* [SUPPLIED RECORDS]

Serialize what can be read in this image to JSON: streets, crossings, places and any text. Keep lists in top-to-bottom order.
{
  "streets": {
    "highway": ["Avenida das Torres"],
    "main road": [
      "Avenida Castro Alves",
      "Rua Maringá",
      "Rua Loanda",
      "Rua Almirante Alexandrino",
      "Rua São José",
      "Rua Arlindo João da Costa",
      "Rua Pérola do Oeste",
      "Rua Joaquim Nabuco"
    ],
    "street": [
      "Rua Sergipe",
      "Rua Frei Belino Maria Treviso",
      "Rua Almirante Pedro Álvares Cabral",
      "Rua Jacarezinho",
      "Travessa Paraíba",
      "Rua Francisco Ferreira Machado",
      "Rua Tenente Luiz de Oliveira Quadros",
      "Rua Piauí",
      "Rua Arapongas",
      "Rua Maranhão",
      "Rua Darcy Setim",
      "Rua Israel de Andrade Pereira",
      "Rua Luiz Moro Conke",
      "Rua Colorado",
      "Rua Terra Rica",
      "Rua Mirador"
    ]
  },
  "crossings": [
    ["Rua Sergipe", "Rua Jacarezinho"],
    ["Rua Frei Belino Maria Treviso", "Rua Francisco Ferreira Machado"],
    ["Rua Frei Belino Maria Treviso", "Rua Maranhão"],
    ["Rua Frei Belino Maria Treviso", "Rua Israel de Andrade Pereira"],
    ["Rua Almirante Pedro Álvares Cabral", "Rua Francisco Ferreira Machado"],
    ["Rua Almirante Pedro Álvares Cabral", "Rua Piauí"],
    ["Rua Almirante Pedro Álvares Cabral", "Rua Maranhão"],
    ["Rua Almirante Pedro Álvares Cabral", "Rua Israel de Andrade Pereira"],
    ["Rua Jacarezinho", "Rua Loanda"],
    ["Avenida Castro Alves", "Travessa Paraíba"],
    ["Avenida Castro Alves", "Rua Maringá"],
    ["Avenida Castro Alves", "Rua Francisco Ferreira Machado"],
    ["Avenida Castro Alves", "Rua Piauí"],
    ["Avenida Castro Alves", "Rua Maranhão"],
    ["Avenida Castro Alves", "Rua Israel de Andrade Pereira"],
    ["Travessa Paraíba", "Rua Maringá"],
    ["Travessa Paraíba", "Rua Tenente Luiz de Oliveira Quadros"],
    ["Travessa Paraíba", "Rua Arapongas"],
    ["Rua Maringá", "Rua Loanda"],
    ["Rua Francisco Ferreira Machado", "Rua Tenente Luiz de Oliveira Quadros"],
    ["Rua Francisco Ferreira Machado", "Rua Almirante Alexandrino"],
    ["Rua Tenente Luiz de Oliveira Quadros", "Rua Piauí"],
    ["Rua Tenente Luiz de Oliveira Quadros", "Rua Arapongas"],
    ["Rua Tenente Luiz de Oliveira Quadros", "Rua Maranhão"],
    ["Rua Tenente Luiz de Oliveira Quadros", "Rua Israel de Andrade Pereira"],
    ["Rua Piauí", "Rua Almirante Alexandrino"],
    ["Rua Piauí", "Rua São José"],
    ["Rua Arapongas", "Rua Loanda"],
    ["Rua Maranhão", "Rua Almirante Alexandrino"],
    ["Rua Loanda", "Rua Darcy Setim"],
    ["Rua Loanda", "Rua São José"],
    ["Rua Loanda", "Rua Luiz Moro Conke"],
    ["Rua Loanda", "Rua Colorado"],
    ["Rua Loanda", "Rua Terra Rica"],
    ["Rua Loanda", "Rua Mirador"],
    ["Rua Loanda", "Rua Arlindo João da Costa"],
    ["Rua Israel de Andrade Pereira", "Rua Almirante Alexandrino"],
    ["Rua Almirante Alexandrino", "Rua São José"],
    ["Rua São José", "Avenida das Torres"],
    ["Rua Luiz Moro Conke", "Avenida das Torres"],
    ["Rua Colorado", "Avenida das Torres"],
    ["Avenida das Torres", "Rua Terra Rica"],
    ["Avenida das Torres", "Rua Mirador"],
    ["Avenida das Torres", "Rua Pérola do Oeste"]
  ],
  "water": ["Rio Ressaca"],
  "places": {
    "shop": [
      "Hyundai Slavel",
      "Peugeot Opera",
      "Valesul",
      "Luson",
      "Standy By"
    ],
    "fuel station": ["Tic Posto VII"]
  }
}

* [WHAT YOU HAVE TO DO]
Restate every record verbatim.

* [RESULT BELOW]
Serialize what can be read in this image to JSON: streets, crossings, places and any text. Keep lists in top-to-bottom order.
{
  "streets": {
    "highway": ["Avenida das Torres"],
    "main road": [
      "Avenida Castro Alves",
      "Rua Maringá",
      "Rua Loanda",
      "Rua Almirante Alexandrino",
      "Rua São José",
      "Rua Arlindo João da Costa",
      "Rua Pérola do Oeste",
      "Rua Joaquim Nabuco"
    ],
    "street": [
      "Rua Sergipe",
      "Rua Frei Belino Maria Treviso",
      "Rua Almirante Pedro Álvares Cabral",
      "Rua Jacarezinho",
      "Travessa Paraíba",
      "Rua Francisco Ferreira Machado",
      "Rua Tenente Luiz de Oliveira Quadros",
      "Rua Piauí",
      "Rua Arapongas",
      "Rua Maranhão",
      "Rua Darcy Setim",
      "Rua Israel de Andrade Pereira",
      "Rua Luiz Moro Conke",
      "Rua Colorado",
      "Rua Terra Rica",
      "Rua Mirador"
    ]
  },
  "crossings": [
    ["Rua Sergipe", "Rua Jacarezinho"],
    ["Rua Frei Belino Maria Treviso", "Rua Francisco Ferreira Machado"],
    ["Rua Frei Belino Maria Treviso", "Rua Maranhão"],
    ["Rua Frei Belino Maria Treviso", "Rua Israel de Andrade Pereira"],
    ["Rua Almirante Pedro Álvares Cabral", "Rua Francisco Ferreira Machado"],
    ["Rua Almirante Pedro Álvares Cabral", "Rua Piauí"],
    ["Rua Almirante Pedro Álvares Cabral", "Rua Maranhão"],
    ["Rua Almirante Pedro Álvares Cabral", "Rua Israel de Andrade Pereira"],
    ["Rua Jacarezinho", "Rua Loanda"],
    ["Avenida Castro Alves", "Travessa Paraíba"],
    ["Avenida Castro Alves", "Rua Maringá"],
    ["Avenida Castro Alves", "Rua Francisco Ferreira Machado"],
    ["Avenida Castro Alves", "Rua Piauí"],
    ["Avenida Castro Alves", "Rua Maranhão"],
    ["Avenida Castro Alves", "Rua Israel de Andrade Pereira"],
    ["Travessa Paraíba", "Rua Maringá"],
    ["Travessa Paraíba", "Rua Tenente Luiz de Oliveira Quadros"],
    ["Travessa Paraíba", "Rua Arapongas"],
    ["Rua Maringá", "Rua Loanda"],
    ["Rua Francisco Ferreira Machado", "Rua Tenente Luiz de Oliveira Quadros"],
    ["Rua Francisco Ferreira Machado", "Rua Almirante Alexandrino"],
    ["Rua Tenente Luiz de Oliveira Quadros", "Rua Piauí"],
    ["Rua Tenente Luiz de Oliveira Quadros", "Rua Arapongas"],
    ["Rua Tenente Luiz de Oliveira Quadros", "Rua Maranhão"],
    ["Rua Tenente Luiz de Oliveira Quadros", "Rua Israel de Andrade Pereira"],
    ["Rua Piauí", "Rua Almirante Alexandrino"],
    ["Rua Piauí", "Rua São José"],
    ["Rua Arapongas", "Rua Loanda"],
    ["Rua Maranhão", "Rua Almirante Alexandrino"],
    ["Rua Loanda", "Rua Darcy Setim"],
    ["Rua Loanda", "Rua São José"],
    ["Rua Loanda", "Rua Luiz Moro Conke"],
    ["Rua Loanda", "Rua Colorado"],
    ["Rua Loanda", "Rua Terra Rica"],
    ["Rua Loanda", "Rua Mirador"],
    ["Rua Loanda", "Rua Arlindo João da Costa"],
    ["Rua Israel de Andrade Pereira", "Rua Almirante Alexandrino"],
    ["Rua Almirante Alexandrino", "Rua São José"],
    ["Rua São José", "Avenida das Torres"],
    ["Rua Luiz Moro Conke", "Avenida das Torres"],
    ["Rua Colorado", "Avenida das Torres"],
    ["Avenida das Torres", "Rua Terra Rica"],
    ["Avenida das Torres", "Rua Mirador"],
    ["Avenida das Torres", "Rua Pérola do Oeste"]
  ],
  "water": ["Rio Ressaca"],
  "places": {
    "shop": [
      "Hyundai Slavel",
      "Peugeot Opera",
      "Valesul",
      "Luson",
      "Standy By"
    ],
    "fuel station": ["Tic Posto VII"]
  }
}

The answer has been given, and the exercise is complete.